Выбрать главу

— Сколько ж это вы? — проговорила поселянка Одарка.

— Сколько следует! — кратко и сильно ответила мать Иосафата. — Идите с богом! Чего же вы стали? Грешницы вы, нераскаянные вы души! Вы сюда, во храм святой, чего пришли? Молиться или нет? Ох, что ж это за беззаконие такое наступило! Все только о житейском пекутся, о прахе заботятся!.. Господи! спаси и помилуй! Припадите к стопам всевышнего с чистою верою, с упованием… Или окаменели вы? Идите!

Это последнее слово, сказанное повелительно, казалось, привело дотоле стоявших неподвижно поселянок в себя.

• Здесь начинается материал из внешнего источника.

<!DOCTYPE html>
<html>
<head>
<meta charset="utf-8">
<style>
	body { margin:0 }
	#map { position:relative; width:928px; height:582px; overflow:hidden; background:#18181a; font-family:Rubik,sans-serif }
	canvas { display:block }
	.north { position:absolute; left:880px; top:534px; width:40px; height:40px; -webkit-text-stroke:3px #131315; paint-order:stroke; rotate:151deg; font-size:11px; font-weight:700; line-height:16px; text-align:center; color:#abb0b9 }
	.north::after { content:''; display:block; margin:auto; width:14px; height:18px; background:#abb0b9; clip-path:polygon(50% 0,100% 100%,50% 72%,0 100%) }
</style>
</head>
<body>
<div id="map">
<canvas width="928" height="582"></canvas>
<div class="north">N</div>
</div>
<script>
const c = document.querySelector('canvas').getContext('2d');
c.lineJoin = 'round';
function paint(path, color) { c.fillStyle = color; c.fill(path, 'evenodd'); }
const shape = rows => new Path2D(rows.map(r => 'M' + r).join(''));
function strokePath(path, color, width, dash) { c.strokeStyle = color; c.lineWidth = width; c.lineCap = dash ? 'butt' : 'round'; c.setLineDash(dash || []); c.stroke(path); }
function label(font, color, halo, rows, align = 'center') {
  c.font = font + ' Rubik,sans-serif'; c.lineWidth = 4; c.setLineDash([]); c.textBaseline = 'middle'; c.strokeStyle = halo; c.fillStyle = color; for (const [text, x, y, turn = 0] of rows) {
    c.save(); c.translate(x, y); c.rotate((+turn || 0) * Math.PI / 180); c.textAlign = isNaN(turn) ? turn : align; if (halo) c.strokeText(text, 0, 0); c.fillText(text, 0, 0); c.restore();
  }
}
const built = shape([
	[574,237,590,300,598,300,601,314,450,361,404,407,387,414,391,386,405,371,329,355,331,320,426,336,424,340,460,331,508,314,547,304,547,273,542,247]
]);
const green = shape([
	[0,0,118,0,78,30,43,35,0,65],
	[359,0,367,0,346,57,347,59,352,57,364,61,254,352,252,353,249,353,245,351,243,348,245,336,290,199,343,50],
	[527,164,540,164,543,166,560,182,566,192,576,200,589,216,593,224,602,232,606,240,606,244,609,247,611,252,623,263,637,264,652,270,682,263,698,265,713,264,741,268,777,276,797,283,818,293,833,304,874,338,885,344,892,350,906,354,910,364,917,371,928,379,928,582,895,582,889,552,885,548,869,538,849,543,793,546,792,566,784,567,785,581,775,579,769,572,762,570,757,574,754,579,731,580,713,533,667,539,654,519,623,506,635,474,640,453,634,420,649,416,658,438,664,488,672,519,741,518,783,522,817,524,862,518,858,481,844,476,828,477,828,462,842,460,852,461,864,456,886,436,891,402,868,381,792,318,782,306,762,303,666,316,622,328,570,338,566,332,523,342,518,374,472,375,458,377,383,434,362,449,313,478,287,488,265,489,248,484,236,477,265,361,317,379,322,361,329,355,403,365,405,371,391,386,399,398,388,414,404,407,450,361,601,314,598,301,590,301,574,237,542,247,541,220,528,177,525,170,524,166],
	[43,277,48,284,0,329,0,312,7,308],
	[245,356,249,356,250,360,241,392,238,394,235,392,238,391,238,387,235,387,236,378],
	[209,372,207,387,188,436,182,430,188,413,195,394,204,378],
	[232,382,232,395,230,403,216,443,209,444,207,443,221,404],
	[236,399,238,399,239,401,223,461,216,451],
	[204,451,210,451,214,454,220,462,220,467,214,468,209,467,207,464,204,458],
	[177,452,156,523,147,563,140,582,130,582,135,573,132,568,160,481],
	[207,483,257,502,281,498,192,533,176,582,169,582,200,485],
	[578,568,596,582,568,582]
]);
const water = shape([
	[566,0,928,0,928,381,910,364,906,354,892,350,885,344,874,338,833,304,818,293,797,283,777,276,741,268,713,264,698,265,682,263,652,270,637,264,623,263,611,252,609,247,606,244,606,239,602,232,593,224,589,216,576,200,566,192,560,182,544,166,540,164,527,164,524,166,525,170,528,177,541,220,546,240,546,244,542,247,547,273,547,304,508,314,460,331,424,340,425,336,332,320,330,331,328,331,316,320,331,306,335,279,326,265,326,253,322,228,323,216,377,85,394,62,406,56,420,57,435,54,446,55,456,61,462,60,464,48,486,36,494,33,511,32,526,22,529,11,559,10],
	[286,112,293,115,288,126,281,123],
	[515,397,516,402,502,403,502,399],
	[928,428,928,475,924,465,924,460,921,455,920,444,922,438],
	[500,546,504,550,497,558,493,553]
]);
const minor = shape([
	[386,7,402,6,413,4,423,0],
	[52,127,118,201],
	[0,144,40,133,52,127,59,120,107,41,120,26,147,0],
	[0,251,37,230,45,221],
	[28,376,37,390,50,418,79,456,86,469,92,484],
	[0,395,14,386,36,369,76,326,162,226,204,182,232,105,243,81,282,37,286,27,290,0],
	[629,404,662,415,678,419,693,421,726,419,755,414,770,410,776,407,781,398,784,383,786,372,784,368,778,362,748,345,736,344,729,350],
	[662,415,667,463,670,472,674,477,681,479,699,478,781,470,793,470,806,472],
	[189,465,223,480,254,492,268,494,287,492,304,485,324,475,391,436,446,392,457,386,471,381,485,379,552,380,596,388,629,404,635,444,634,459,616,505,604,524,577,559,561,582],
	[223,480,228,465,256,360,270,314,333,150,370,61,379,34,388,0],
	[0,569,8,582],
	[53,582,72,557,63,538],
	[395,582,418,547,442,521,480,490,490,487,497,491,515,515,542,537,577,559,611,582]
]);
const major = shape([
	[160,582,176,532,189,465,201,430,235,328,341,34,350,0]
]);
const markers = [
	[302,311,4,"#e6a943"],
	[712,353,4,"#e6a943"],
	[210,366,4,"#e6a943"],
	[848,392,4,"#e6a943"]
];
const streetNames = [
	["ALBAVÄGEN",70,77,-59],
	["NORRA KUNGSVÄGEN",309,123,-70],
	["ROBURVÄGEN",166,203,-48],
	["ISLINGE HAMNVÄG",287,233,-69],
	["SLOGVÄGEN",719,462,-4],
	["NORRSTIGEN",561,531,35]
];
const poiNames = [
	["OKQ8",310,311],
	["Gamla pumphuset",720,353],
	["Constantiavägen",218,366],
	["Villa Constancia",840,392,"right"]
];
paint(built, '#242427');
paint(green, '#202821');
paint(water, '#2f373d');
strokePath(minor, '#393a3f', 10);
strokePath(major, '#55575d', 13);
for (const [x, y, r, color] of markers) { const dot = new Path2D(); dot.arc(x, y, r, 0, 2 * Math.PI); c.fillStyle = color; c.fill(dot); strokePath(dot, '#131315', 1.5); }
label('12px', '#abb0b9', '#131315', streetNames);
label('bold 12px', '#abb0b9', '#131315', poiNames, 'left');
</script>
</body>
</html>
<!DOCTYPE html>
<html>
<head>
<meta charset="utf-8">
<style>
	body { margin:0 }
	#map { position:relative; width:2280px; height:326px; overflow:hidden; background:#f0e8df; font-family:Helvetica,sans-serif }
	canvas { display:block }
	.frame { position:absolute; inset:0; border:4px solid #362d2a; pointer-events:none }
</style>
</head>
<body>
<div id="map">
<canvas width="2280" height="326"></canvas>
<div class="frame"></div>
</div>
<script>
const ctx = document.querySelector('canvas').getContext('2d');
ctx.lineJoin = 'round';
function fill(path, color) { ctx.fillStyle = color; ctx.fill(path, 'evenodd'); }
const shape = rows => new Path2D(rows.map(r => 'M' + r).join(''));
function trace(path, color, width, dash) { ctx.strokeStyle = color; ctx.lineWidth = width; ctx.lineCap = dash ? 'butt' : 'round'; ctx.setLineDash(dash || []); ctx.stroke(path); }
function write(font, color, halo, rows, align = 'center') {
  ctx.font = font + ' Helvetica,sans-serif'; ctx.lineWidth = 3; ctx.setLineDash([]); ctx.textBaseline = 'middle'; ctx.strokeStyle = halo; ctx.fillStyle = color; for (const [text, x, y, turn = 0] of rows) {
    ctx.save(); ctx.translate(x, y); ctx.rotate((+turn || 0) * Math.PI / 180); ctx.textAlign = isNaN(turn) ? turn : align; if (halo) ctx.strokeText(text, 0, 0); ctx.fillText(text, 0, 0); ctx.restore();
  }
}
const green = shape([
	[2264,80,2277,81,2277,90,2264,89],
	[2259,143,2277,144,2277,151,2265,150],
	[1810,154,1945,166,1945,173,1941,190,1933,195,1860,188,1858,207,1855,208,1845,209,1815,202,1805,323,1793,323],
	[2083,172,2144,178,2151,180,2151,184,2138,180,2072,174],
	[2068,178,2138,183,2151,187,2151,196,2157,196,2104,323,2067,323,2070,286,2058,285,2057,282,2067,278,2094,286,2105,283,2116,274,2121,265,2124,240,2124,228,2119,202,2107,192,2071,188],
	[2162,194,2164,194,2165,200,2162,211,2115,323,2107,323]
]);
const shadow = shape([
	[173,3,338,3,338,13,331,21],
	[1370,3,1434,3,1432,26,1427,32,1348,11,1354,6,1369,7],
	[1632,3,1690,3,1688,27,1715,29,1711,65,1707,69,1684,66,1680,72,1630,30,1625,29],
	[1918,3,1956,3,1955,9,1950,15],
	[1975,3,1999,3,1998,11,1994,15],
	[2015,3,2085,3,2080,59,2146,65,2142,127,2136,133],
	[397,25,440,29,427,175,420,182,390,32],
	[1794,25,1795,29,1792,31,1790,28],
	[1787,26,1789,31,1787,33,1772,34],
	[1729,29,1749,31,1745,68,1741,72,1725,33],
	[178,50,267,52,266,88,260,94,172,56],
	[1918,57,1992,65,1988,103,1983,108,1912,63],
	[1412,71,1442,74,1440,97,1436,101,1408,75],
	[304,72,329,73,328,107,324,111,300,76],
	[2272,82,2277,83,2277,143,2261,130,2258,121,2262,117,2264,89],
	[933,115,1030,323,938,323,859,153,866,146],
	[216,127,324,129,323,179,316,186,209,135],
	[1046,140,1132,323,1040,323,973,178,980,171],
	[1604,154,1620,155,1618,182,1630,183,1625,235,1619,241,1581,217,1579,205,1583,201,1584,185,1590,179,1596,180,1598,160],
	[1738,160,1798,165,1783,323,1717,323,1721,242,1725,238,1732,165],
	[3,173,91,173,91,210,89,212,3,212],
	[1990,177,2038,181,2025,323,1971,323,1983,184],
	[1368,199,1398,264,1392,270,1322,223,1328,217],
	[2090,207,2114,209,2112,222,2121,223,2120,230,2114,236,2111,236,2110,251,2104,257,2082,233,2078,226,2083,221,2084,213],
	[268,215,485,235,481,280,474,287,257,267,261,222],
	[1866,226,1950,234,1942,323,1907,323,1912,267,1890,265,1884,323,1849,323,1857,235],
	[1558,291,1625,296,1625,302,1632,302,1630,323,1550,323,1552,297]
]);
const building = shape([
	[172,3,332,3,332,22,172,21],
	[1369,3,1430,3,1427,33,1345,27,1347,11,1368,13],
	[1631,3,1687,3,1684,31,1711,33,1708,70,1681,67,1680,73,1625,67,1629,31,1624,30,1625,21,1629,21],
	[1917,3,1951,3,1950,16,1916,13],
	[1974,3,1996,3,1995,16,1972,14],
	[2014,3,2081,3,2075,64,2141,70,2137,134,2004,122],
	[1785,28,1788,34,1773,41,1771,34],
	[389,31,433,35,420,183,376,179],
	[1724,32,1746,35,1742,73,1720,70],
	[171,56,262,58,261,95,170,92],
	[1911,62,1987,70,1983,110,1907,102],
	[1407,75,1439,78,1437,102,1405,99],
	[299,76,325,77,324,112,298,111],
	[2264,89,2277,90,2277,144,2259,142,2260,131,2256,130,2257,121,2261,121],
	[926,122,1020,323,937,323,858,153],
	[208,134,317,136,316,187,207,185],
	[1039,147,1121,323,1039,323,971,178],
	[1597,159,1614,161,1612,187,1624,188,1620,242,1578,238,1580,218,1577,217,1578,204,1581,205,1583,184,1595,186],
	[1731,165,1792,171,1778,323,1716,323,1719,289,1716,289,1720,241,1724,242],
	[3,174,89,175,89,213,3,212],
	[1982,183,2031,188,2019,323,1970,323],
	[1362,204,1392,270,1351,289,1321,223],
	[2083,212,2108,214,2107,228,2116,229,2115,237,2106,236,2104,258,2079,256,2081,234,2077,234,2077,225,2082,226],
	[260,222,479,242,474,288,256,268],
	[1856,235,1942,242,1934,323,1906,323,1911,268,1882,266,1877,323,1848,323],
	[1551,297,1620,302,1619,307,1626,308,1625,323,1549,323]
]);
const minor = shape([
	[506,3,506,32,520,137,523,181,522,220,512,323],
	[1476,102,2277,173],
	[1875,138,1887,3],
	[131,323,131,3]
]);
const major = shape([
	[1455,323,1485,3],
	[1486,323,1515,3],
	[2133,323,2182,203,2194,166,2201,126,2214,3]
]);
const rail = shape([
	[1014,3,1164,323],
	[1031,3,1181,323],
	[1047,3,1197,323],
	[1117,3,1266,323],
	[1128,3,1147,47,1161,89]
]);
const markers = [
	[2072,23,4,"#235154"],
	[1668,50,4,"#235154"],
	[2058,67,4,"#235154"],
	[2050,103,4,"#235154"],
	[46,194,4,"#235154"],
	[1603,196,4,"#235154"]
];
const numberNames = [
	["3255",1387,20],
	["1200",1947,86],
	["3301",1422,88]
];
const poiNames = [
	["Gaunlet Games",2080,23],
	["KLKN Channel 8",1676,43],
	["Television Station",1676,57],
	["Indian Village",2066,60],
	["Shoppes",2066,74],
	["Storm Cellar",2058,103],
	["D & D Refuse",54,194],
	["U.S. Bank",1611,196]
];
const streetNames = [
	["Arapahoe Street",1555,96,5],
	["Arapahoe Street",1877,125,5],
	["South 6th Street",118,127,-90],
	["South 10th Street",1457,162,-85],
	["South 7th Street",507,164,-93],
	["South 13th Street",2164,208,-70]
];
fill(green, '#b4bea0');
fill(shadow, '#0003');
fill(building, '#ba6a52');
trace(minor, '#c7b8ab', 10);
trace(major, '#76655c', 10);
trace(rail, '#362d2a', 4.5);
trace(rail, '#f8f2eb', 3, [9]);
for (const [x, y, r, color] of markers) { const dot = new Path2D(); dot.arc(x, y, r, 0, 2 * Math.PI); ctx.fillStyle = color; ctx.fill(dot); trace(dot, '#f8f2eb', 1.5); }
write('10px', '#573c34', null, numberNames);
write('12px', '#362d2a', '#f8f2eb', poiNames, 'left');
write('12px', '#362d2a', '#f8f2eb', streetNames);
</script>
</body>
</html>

Они тихо побрели в противоположную сторону благолепного, все более и более освещающегося, все ярче и ярче сверкающего драгоценными металлами и каменьями, здания.

Не успели эти юные жены сделать десяти шагов, как их настигла «малопострижница» средних лет, приземистая, сытая и гладкая, как только насыщенная, отпавшая от крови, пиявица. Невзирая на замечательную округлость своих форм, обещающих немалую увесистость, она двигалась неслышно и быстро, как некий гигантский пузырь.

— Голубушки! голубушки! — шептала она, дотрагиваясь гладким тупым указательным перстом до исхудалых рамен поселянок: — эй, послушайте, голубушки!

Поселянки остановились.

— Коли вам потребуется деньжонок, так вы мне скажите, голубушки: уж я вам, так и быть, дам… Помню заповедь господню: ближнему твоему помогай последнею крохою… Я вам помогу. Надо жить, голубушки, по-христиански, надо ближнему помогать!.. Я знаю, все говорят: "Сестра Гликерия все одно что младенец", да мне это ничего! Младенец я, так и младенец: зато никого уж не обижу! Надо по-христиански, голубушки, надо по-христиански! Не то что язычники и язычницы, бусурмане окаянные… Им тьма кромешная за их дела, адские муки, огнь вечный… Да, да, голубушки! А я уж вам помогу… помогу… Вот подите-ка сюда! Вот сюда, голубушки, сюда!..

Она повернула их и направила к выходной двери, близ которой направо открывался, между нагроможденною цер-ковною утварью, столь узкий и извилистый проход, что поселянки остановились в недоумении.

— Идите, идите, голубушки! Пробирайтесь! — ободрительно шепнула сестра Гликерия. — За мною, милые, за мною!

И с беспрепятственностию скользкой пиявицы, она быстро извилась по змееподобному проходу и юркнула в некое подобие четвероугольной конуры, откуда, проворно выставив увенчанную остроконечной шапочкою голову, умильно поманила киваньем перстов и приморгиванием очес поселянок.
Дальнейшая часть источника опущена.